Why I like Mysteries

Albert Frantz

When we moved to the old Funderburg farmhouse in January of 1966 it seemed just a normal two-story house. If only houses could talk, oh what a tale this one could tell. The barn burnt down years ago and a large brick barn had been built in its place.

The elderly neighbors told us there was a murder in our springhouse in 1896, seventy years before we moved here.

“But if Albert Frantz were tried today,” some say, “he never would have been found guilty. “ After Albert’s execution the laws of Ohio were tightened so that no one in the state would ever again receive the death sentence based entirely on circumstantial evidence.

“There’s no doubt he shot Bessie Little,” Albert’s cousin, Alvin, said, “but I think that Albert blocked the murder out of his mind. You know, the human spirit desires to confess wrongdoing. Albert was brought up in a German Baptist Brethren home, and he would have admitted his guilt if extreme fright had not caused him to obliterate the happening on the bridge from his mind. He came actually to believe he was not guilty.”

Emma Frantz Lynch, a relative of Albert, came to visit us after we moved to farm. She told us that Albert Frantz’s parents had lived on this farm and that he had burned down the barn to burn the carriage after he had carried Bessie’s body to the river.

Roz Young wrote the story in the Dayton Daily News. The story she wrote was a little different. (Probably more accurate, who knows?)

Living in the Funderburg’s house for thirty-two years I have always been interested in the falsely accused. I am also a member of the Old German Baptist Brethren faith. Is it any wonder that my mystery writing tends to follow this trend?

A New Beginning

A couple of years have past since I was diagnosed with breast cancer. I’d heard all the horror stories. I felt blessed as I was able to endure the double mastectomy, the reconstruction process. And when I next visited my oncologists I went with a very optimistic attitude. The surgeon had reported that the cancer was caught early. The bad cells had not traveled to my primary lymph nodes. I expected a good report.

Sadly, he said the type of cancer was considered triple negative which is very aggressive. There is a chance, he said, that some rogue cells have traveled to another spot. Just to be safe he recommended some heavy dose chemo. But, he said, I only had to have 4 doses at three week intervals. It was up to me…but I said okay, let’s do all we can.

I’d heard the horror stories about chemo also. The nurse giving me the infusions was very careful to make sure I did not have a bad reaction. The doctor had warned me my hair would fall out, and he told me to the day, when it would begin. A few people who had the type of chemo I was getting never did get their hair back.

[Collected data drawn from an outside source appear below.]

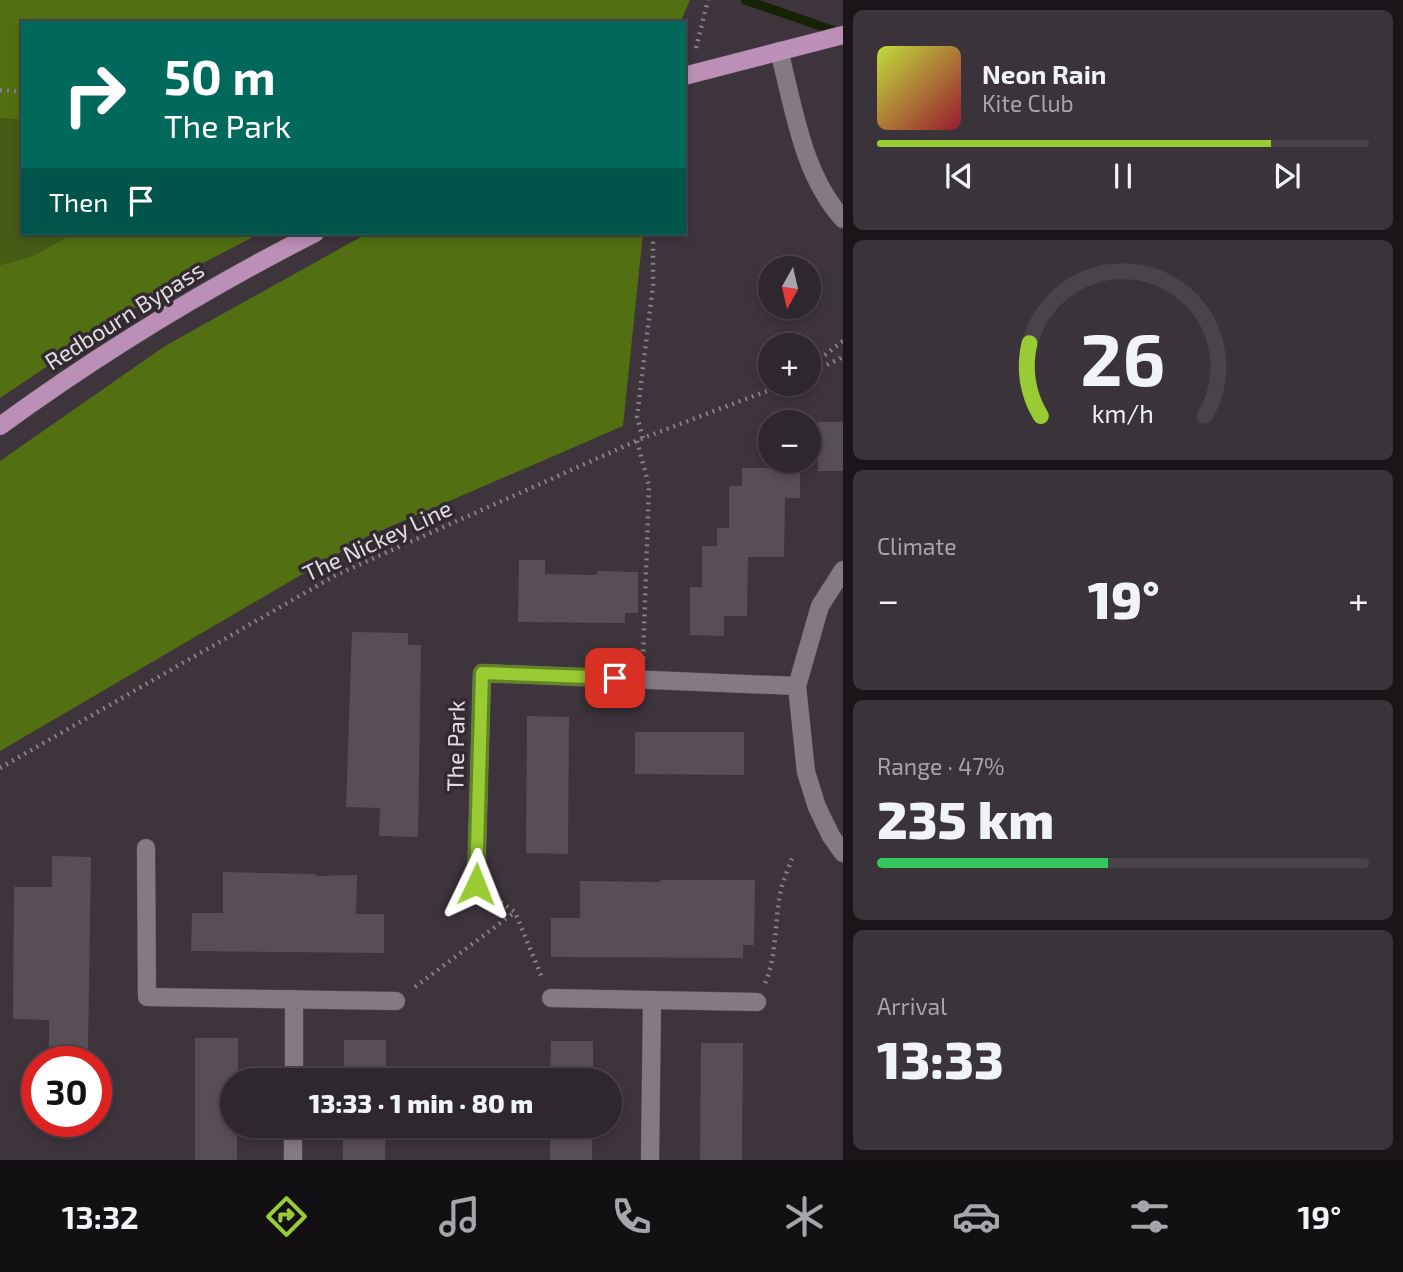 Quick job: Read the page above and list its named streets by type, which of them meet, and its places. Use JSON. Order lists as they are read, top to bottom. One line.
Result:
{"streets":{"main road":["Redbourn Bypass"],"street":["The Park"],"path":["The Nickey Line"]},"north":"bottom","page":{"turn":["50 m","The Park"],"song":["Neon Rain","Kite Club"],"then":"Then","map_buttons":["+","−"],"tile":["Climate",["Range · 47%","235 km"],["Arrival","13:33"]],"heat":["−","19°","+"],"limit":"30","trip":"13:33 · 1 min · 80 m","tabs":["13:32","19°"],"gauge":["26","km/h"]}} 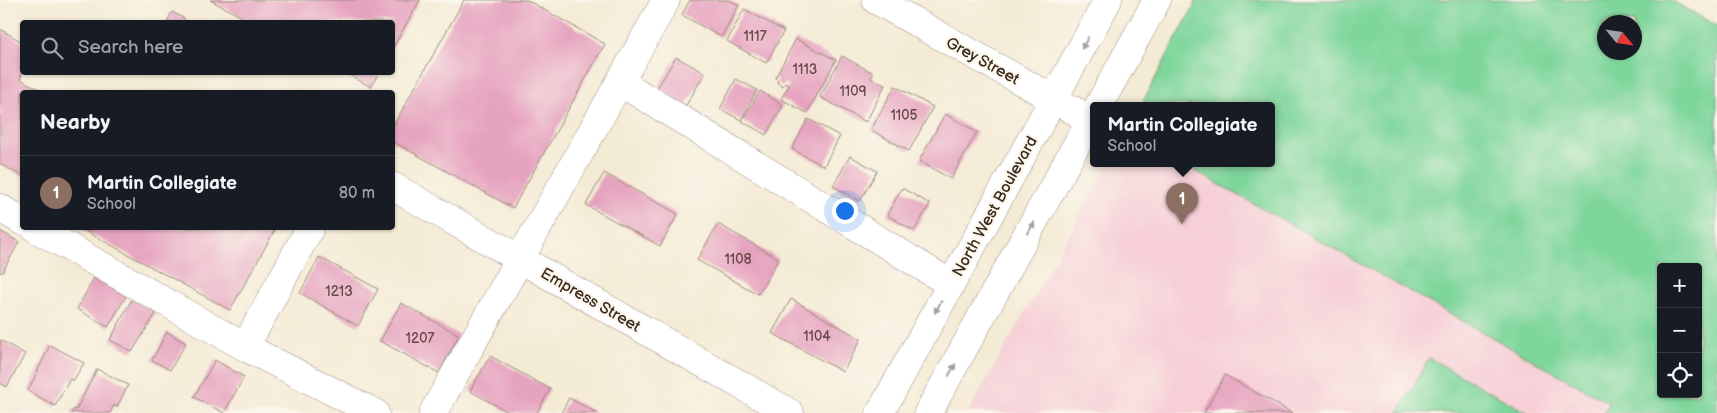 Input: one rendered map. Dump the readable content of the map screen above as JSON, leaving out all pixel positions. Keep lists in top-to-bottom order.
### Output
{
  "streets": {
    "street": ["Grey Street", "North West Boulevard", "Empress Street"]
  },
  "crossings": [
    ["Grey Street", "North West Boulevard"]
  ],
  "house_numbers": [
    "1117",
    "1113",
    "1109",
    "1105",
    "1108",
    "1213",
    "1104",
    "1207"
  ],
  "north": "bottom right",
  "page": {
    "search": "Search here",
    "heading": "Nearby",
    "popup": ["Martin Collegiate", "School"],
    "list": [
      {
        "mark": "1",
        "name": "Martin Collegiate",
        "note": "School",
        "value": "80 m"
      }
    ],
    "pins": "1",
    "map_buttons": ["+", "−"]
  }
} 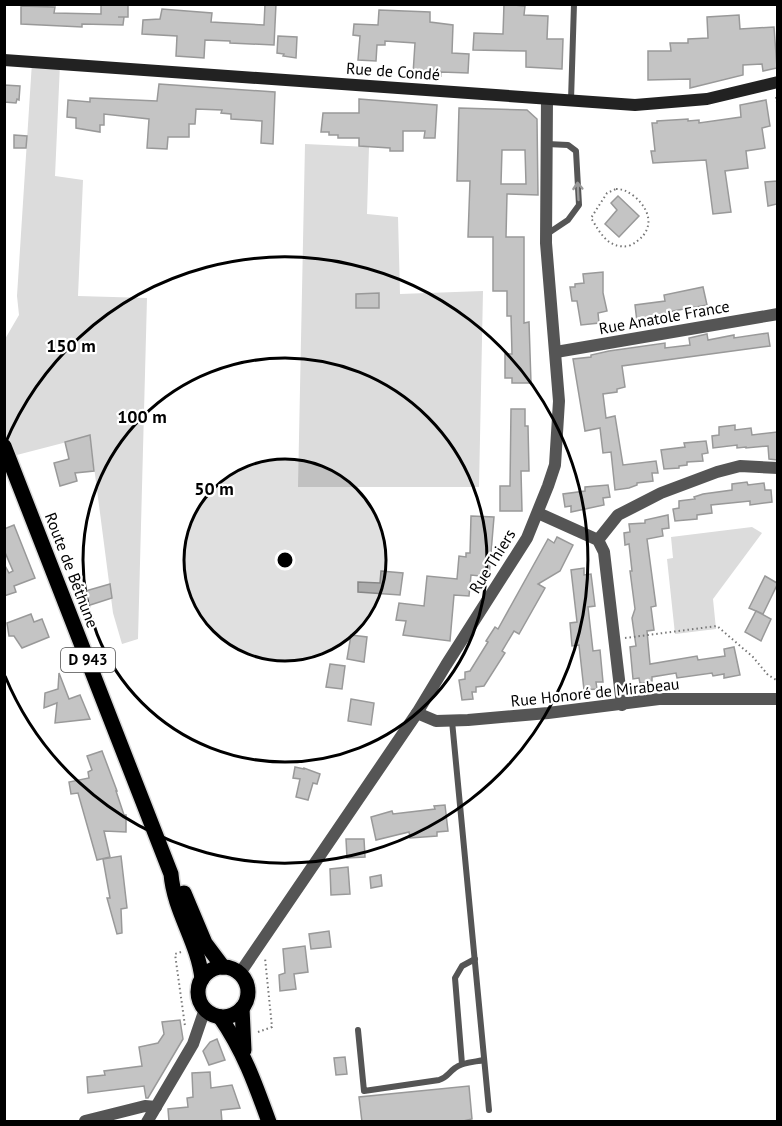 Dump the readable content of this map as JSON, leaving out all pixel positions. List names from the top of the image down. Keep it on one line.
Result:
{"streets":{"main road":["Rue de Condé","Route de Béthune","D 943"],"street":["Rue Anatole France","Rue Thiers","Rue Honoré de Mirabeau"]},"crossings":[["Rue de Condé","Rue Thiers"],["Rue Anatole France","Rue Thiers"],["Rue Thiers","Route de Béthune"],["Rue Thiers","Rue Honoré de Mirabeau"]],"rings":["150 m","100 m","50 m"]} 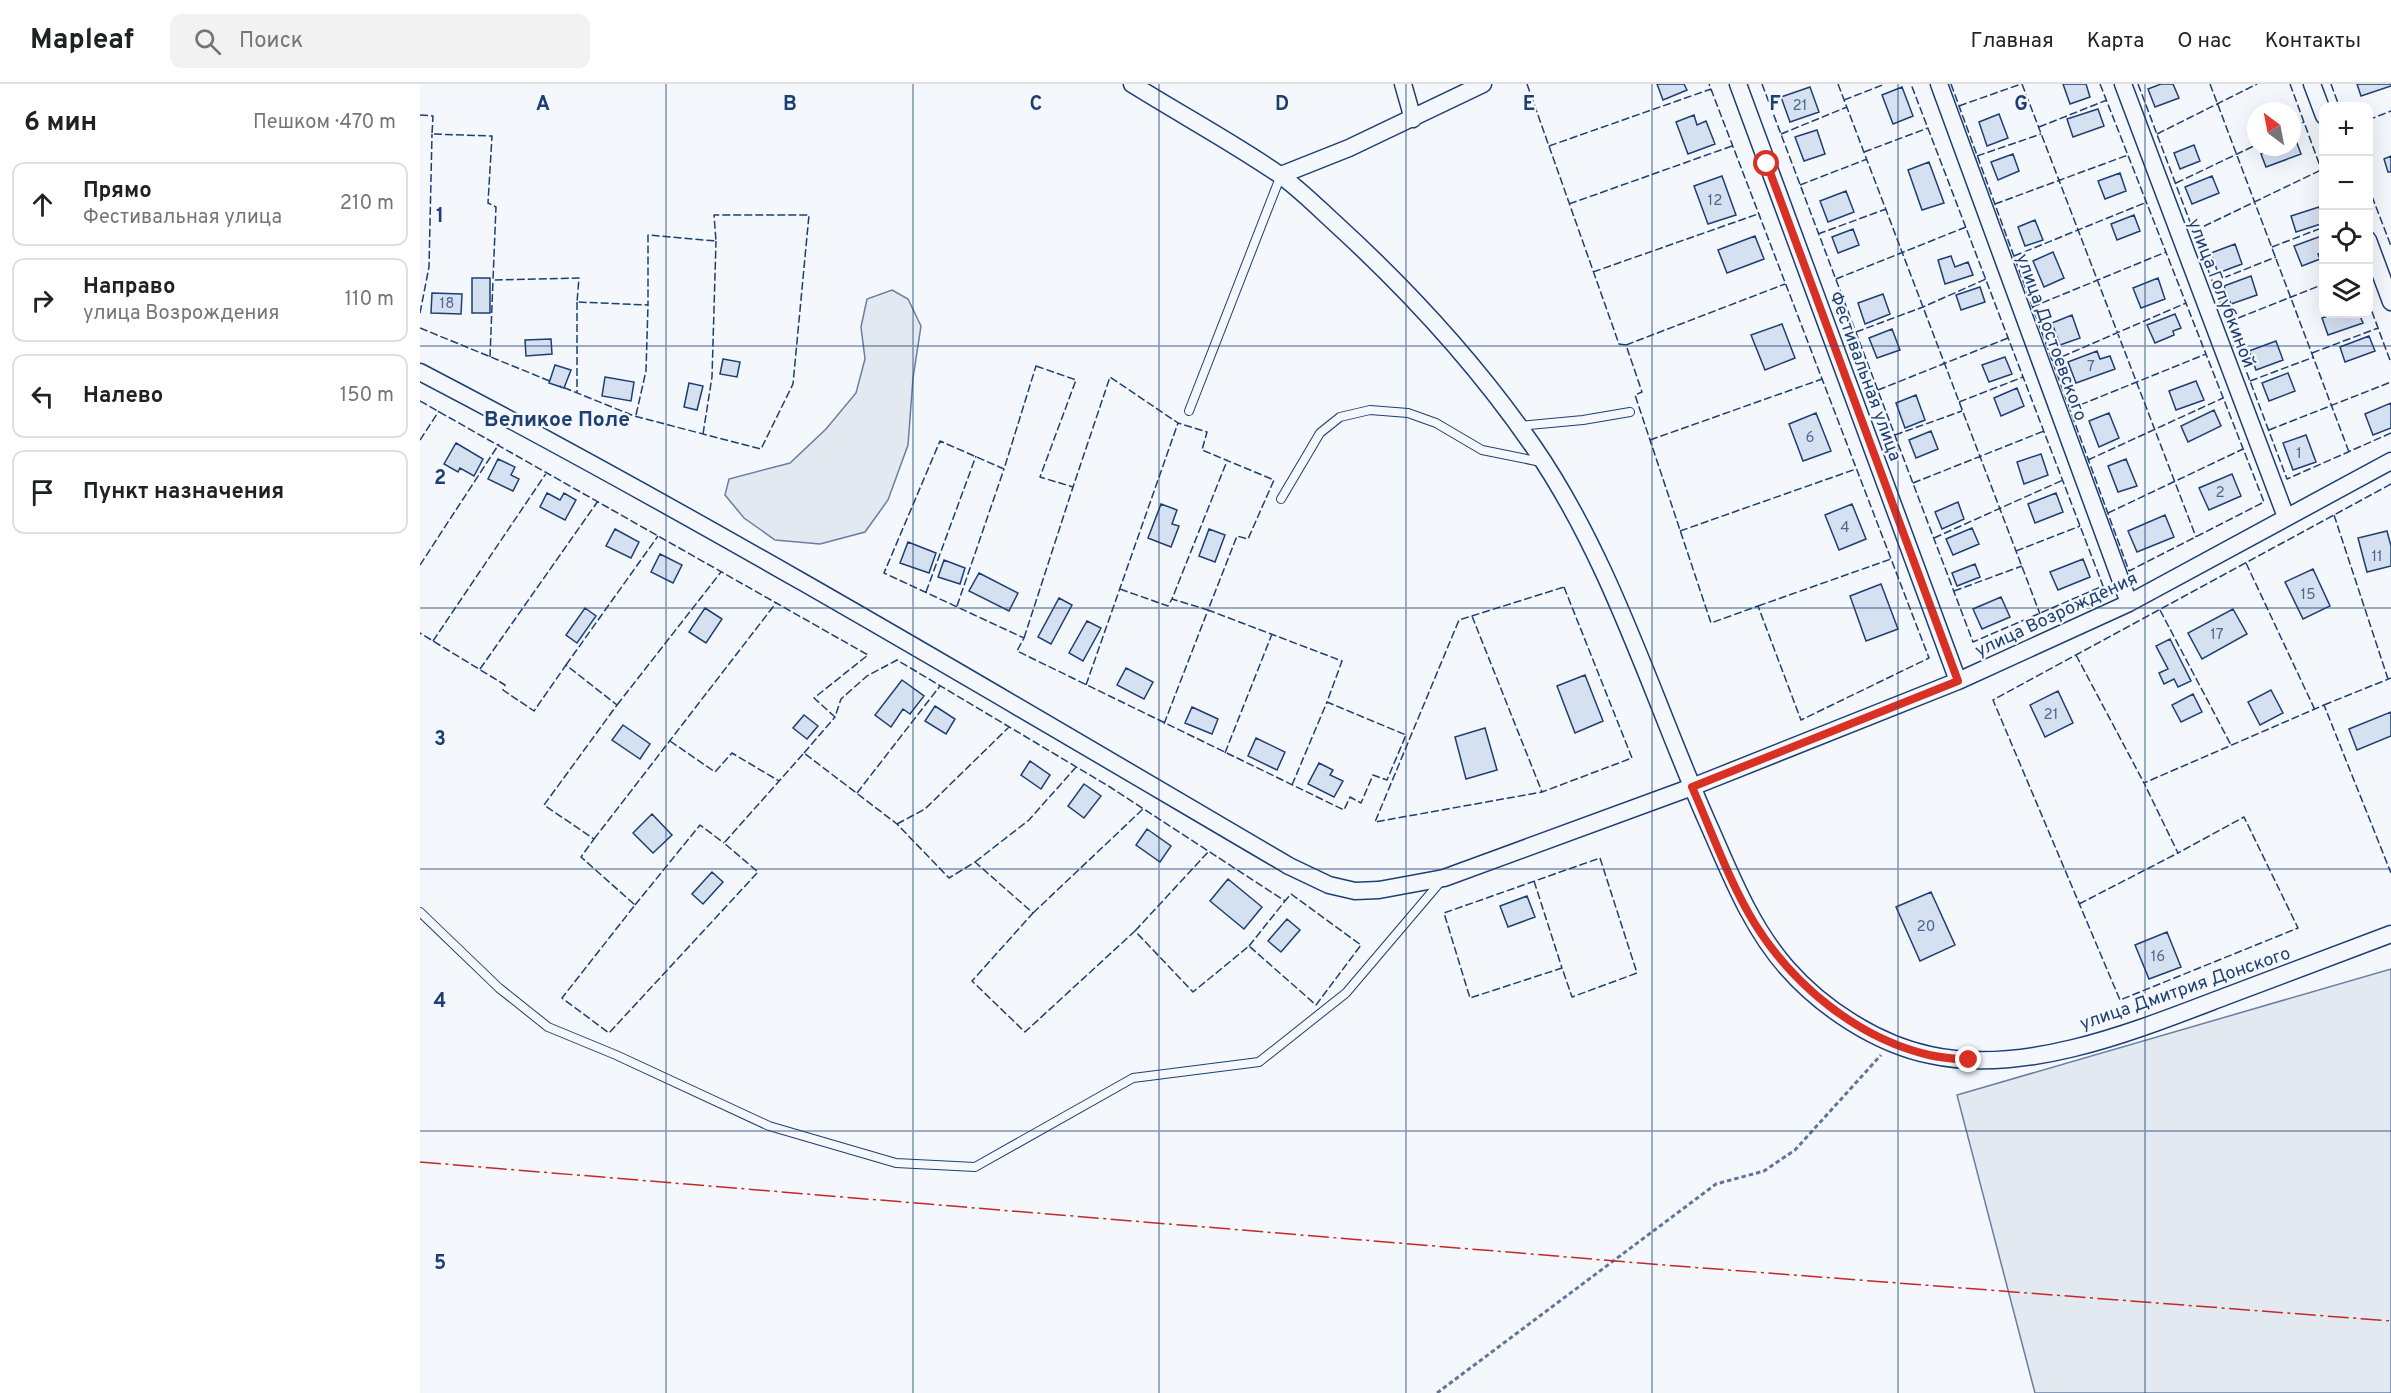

Sure enough, just before it was time for my second infusion my hair started falling out in chunks. I decided if it was a temporary loss, I would just wear the hats and wraps. But it it turned out to be permanent then I would invest in a wig.

The second week after the first two infusions was very uncomfortable with three days of terrible bone pain. But it receded and the third week was great. I was impress with the sewing projects I got done that third week.

However, after the third infusion my energy was zapped and did not return. I learned more than I want to know about chemo brain fog.

Finally after almost two years, I am once again able to work on bookcovers, and even think about the manuscript I had to abandon for awhile.

I eagerly checked out my blogger site only to find it had been hacked. When I click on the link it gets forwarded to some widget site that my browser warns me is a malicious site.

So today we are starting over with a wordpress blog.